Nuclear power should be in Florida's portfolio

Nuclear power needs to be a larger part of Florida's energy-supply portfolio, despite the attractive cost of natural gas.

Right now, it is the cost of construction and maintenance of nuclear power plants that is putting off power companies. They look at natural gas prices, which have fallen steeply since 2008, and see the way of the future. Natural gas can be burned to create electricity. 

Electric companies see improvements in natural gas extraction — particularly through hydraulic fracturing, or "fracking" — and must be asking themselves, "Why bother with nuclear?" 

It's a question that is heard in Florida, particularly because of the problems at the Crystal River nuclear power plant. Duke Energy owns the plant, having purchased Progress Energy Florida. Company officials are discussing with state regulators the likelihood that it will cost as much as $3.5 billion to repair the plant, which was closed for repairs in 2009. 

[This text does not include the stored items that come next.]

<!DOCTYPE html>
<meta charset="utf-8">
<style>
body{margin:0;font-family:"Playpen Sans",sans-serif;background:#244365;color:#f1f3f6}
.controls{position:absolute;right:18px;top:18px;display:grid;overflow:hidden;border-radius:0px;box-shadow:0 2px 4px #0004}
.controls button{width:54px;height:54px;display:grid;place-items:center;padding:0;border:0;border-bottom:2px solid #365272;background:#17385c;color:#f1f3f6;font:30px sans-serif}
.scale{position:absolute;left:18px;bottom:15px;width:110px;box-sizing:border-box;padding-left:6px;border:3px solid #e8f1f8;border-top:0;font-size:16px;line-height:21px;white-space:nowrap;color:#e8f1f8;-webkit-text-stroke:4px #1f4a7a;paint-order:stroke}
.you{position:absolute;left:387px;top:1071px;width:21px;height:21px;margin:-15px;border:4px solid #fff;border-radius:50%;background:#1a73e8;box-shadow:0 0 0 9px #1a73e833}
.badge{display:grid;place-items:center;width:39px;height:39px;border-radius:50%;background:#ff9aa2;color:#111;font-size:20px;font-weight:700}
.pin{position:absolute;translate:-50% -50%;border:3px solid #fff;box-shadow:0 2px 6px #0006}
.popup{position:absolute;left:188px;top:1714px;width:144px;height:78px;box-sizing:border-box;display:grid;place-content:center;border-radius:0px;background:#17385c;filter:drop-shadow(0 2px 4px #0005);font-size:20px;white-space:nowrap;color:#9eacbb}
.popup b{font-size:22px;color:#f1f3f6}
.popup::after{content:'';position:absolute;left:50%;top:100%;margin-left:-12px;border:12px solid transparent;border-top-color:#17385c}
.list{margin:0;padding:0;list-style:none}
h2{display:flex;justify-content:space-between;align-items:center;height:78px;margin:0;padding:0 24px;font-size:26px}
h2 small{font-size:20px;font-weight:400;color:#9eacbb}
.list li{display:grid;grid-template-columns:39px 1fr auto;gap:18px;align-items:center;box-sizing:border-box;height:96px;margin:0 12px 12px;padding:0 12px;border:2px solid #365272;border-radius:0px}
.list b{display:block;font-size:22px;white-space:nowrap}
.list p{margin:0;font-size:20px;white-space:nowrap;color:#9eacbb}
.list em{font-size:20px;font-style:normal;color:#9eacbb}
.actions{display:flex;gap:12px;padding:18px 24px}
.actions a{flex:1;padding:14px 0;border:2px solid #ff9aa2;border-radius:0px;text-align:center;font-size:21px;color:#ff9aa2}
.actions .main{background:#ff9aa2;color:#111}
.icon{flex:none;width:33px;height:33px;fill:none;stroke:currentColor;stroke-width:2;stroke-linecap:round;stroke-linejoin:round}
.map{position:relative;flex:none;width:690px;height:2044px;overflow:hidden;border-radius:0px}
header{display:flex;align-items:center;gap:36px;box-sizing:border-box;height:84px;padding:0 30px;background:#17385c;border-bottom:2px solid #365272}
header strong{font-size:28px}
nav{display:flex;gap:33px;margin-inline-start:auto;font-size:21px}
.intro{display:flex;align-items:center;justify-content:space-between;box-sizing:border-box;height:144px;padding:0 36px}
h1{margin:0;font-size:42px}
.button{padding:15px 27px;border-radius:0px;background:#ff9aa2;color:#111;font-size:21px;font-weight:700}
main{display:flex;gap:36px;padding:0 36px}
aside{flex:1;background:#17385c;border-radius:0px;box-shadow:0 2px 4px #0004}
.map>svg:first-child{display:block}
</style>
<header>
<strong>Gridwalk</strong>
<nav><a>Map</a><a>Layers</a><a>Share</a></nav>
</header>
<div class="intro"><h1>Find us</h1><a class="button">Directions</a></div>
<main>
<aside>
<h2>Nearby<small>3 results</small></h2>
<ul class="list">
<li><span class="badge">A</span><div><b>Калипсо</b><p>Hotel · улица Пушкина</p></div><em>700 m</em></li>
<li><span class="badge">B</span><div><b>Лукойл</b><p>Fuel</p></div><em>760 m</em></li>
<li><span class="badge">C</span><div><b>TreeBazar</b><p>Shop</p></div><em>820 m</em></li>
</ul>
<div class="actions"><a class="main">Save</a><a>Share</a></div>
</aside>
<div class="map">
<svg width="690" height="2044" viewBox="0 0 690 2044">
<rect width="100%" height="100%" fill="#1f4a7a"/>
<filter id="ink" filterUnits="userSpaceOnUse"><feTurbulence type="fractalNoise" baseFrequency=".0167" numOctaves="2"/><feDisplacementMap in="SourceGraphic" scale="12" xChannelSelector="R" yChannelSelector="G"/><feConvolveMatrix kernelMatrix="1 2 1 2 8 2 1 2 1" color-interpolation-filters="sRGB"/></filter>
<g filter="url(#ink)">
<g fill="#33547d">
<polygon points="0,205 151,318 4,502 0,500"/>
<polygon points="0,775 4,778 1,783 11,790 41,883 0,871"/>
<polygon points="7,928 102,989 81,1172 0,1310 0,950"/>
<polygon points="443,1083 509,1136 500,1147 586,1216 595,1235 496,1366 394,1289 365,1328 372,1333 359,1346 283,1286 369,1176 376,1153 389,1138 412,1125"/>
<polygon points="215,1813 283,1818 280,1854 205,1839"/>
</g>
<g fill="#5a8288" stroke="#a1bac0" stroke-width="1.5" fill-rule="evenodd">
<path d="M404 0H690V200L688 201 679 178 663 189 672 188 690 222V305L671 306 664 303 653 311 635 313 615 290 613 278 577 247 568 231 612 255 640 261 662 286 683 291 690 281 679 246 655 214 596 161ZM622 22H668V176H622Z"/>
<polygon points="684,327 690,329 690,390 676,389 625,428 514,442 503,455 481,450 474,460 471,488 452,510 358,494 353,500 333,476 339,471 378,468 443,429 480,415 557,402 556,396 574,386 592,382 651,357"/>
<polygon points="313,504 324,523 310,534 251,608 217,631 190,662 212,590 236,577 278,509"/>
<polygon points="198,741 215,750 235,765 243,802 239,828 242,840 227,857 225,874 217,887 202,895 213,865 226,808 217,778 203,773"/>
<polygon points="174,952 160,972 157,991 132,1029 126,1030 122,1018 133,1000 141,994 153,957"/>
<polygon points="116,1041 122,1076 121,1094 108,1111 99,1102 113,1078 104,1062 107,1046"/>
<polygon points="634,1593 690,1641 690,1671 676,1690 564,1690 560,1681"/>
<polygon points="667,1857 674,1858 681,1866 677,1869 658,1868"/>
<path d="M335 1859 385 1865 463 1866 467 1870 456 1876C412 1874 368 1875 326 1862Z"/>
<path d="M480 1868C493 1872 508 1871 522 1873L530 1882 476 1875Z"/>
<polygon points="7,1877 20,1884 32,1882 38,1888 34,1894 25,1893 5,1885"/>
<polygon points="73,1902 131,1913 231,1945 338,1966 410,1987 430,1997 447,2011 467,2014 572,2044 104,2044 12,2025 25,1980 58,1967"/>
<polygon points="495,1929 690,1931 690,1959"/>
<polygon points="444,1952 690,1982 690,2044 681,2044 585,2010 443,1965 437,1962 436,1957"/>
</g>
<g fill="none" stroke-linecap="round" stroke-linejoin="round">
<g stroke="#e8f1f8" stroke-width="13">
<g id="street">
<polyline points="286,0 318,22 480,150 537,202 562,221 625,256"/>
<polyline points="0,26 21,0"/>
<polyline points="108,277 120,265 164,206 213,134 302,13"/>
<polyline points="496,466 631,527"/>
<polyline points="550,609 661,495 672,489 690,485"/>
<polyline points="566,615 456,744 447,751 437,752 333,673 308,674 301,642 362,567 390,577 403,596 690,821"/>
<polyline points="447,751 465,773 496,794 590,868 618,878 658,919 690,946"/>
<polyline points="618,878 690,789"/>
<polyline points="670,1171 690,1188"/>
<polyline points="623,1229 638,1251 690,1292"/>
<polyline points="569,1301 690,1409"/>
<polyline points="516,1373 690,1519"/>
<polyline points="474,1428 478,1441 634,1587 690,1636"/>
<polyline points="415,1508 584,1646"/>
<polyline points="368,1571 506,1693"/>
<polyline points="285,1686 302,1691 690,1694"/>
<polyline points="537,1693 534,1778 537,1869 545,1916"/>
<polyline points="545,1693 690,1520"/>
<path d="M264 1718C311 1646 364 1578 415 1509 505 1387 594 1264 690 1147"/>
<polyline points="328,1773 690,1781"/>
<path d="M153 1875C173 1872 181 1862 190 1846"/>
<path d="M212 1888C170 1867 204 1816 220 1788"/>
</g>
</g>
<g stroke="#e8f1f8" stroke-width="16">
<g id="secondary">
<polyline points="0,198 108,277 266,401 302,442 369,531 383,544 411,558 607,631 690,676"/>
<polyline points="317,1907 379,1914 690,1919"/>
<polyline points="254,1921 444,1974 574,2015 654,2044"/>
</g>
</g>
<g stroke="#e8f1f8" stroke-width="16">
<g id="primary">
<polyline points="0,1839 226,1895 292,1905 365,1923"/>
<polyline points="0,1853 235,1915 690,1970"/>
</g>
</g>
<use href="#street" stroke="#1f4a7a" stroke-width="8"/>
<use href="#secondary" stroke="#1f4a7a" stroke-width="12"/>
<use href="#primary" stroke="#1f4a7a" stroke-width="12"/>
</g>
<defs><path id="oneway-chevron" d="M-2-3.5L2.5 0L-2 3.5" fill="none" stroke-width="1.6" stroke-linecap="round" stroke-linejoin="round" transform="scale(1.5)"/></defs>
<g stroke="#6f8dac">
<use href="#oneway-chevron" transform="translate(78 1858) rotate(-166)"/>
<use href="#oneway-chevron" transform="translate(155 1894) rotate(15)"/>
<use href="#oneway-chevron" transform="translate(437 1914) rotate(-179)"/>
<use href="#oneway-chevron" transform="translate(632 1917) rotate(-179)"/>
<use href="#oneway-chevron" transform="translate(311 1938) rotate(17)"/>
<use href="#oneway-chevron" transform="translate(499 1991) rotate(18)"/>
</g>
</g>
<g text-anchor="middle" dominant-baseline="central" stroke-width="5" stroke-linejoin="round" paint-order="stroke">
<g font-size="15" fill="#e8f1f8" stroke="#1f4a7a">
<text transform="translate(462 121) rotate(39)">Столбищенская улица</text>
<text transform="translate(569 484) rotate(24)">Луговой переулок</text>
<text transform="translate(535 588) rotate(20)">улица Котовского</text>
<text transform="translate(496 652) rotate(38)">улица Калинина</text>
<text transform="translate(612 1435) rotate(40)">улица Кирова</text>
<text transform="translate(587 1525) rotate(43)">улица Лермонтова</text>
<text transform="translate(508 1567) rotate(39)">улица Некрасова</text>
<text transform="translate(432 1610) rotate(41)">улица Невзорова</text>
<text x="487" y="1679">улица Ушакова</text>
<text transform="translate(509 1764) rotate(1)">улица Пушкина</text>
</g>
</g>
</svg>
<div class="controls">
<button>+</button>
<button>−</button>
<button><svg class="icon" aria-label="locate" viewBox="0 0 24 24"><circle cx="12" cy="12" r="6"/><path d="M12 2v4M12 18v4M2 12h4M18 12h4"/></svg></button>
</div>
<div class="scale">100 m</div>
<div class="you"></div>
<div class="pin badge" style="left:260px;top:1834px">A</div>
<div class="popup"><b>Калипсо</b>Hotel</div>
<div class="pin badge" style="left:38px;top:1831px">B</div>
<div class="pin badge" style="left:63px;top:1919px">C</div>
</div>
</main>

The plant was closed because of cracks in a concrete containment structure. According to the Tampa Bay Times, workers were trying to replace steam generators in 2009 when the 42-inch-thick concrete containment structure cracked. More cracking followed. 

Duke Energy needs approval before it can reopen the plant. Not only will it cost up to $3.5 billion, but $300 million for up to seven years — all for energy replacement costs as the structure sits idle. 

It's just another cost argument — forget for a moment about regulatory hurdles — against building more nuclear power plants. 

But consider this: The Times notes that without Crystal River, Duke Energy will get 76 percent of its electricity supply from generation plants using natural gas. That puts both the power supplier and its Florida customers more at the mercy of the natural gas market.